Wednesday, 11 December, 2013

Whether or not you succumb to infection by Listeria monocytogenes could come down to what’s in your gut. New research published in mBio shows that germ-free mice are more susceptible to infection from the foodborne pathogen than mice with conventional intestinal microbiota.

In terms of infection, the results were unequivocal: 24 hours after infection, germ-free mice had 10,000 times more L. monocytogenes bacteria in their small intestines and about 1000 times more Listeria in their mesenteric lymph nodes than the conventional mice.

The authors also found that the expression of five intestinal microRNA (miRNA) molecules decreases in conventional mice upon Listeria infection, while it did not in germ-free mice - suggesting that gut microbiota may determine how the mouse genome expression is reprogrammed in the gut and how the animal responds to an infection.

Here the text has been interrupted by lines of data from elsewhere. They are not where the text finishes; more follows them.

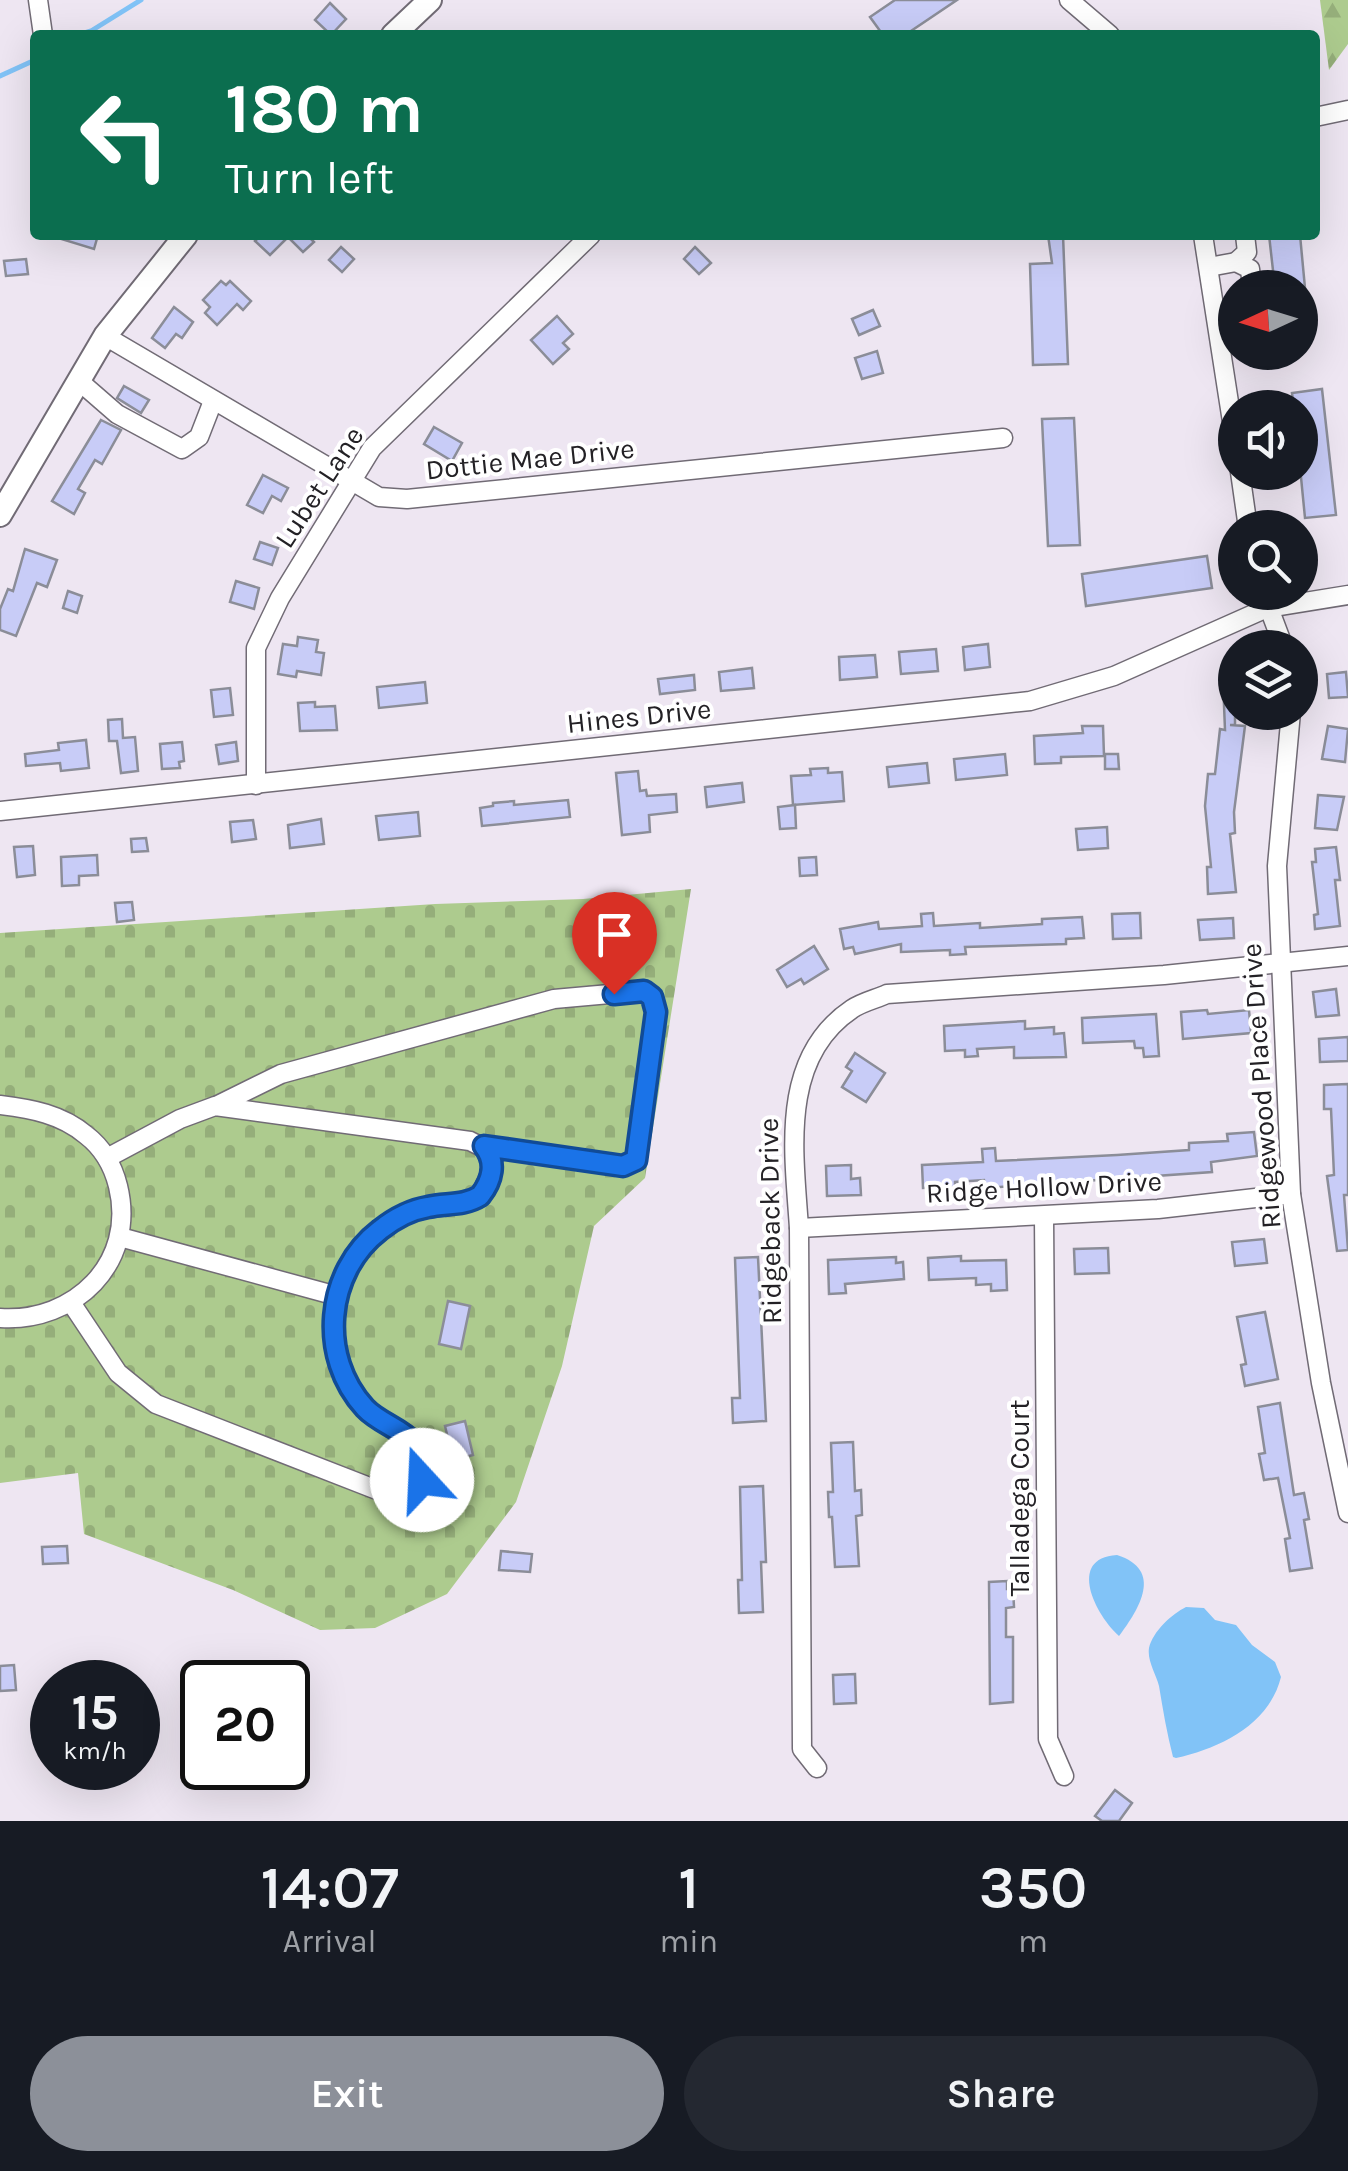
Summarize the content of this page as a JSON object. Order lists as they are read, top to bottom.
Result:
{
  "streets": {
    "street": [
      "Dottie Mae Drive",
      "Lubet Lane",
      "Hines Drive",
      "Ridgewood Place Drive",
      "Ridge Hollow Drive",
      "Ridgeback Drive",
      "Talladega Court"
    ]
  },
  "crossings": [
    ["Dottie Mae Drive", "Lubet Lane"],
    ["Lubet Lane", "Hines Drive"],
    ["Ridgewood Place Drive", "Ridge Hollow Drive"],
    ["Ridgewood Place Drive", "Ridgeback Drive"],
    ["Ridge Hollow Drive", "Ridgeback Drive"],
    ["Ridge Hollow Drive", "Talladega Court"]
  ],
  "north": "left",
  "page": {
    "turn": ["180 m", "Turn left"],
    "speed": "15 km/h",
    "limit": "20",
    "eta": [
      "14:07",
      "Arrival",
      "1",
      "min",
      "350",
      "m"
    ],
    "buttons": ["Exit", "Share"]
  }
}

“We were surprised by the robustness of the intestinal miRNA signature in germ-free mice and conventional mice,” said corresponding author Pascale Cossart of the Institut Pasteur in Paris.

The results show that even very small variations in miRNA expression can have important outcomes for the health of the animals, Cossart says.

While researchers have found a link between gut microbiota and an animal’s immune response, few studies have addressed the impact the microbiota has on miRNA expression during bacterial infections. Cossart and her colleagues approached the matter using the system they know best: Listeria infection.

Previous studies in Cossart’s lab have shown that during infection with Listeria, the bacterium and the host both reprogram their protein manufacturing using small non-coding RNA molecules like miRNA - pieces of genetic material that are used to selectively regulate the creation of proteins. Here, the researchers used conventional mice and germ-free mice to address the question of whether - and how - the gut microbiota has an effect on the course of infection and on the production of these regulatory miRNA molecules.

While differences in infection were clear, at the level of miRNA, the differences were not immediately evident: the most highly expressed miRNAs were produced at the same levels in both types of mice and they didn’t change much after infection. Nevertheless, the production of five miRNAs decreased after infection only in the conventional mice, indicating that the presence of the microbiota influences the level of miRNA expression.

“We found that even though the intestinal miRNA signature is globally stable, Listeria infection can affect the host miRNA response in a microbiota-dependent manner,” said Cossart. When paralleled with the lower susceptibility of the conventional mice to infection, these down-regulated regulatory molecules present an intriguing result, the authors say.

Cossart says that this study and others indicate that miRNA may be involved in protecting the host from infection, but their precise role isn’t yet clear. She notes that although this study was conducted in mice, miRNA and the protein coding gene targets they regulate may be very similar in mice and in humans. Cossart and her colleagues are planning to follow up on the work to try and figure out what impacts the changes in miRNA expression mean for the networks of protein-coding genes they regulate.